WHAT YOU HAVE TO DO
Starting from the first line below, repeat the data exactly through to the last.

DATASET
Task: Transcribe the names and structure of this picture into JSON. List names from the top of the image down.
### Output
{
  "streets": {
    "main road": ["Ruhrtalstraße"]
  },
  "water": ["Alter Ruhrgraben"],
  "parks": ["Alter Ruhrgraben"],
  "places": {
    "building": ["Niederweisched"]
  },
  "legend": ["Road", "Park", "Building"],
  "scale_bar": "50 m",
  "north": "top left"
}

EXERCISE RESPONSE
Task: Transcribe the names and structure of this picture into JSON. List names from the top of the image down.
### Output
{
  "streets": {
    "main road": ["Ruhrtalstraße"]
  },
  "water": ["Alter Ruhrgraben"],
  "parks": ["Alter Ruhrgraben"],
  "places": {
    "building": ["Niederweisched"]
  },
  "legend": ["Road", "Park", "Building"],
  "scale_bar": "50 m",
  "north": "top left"
}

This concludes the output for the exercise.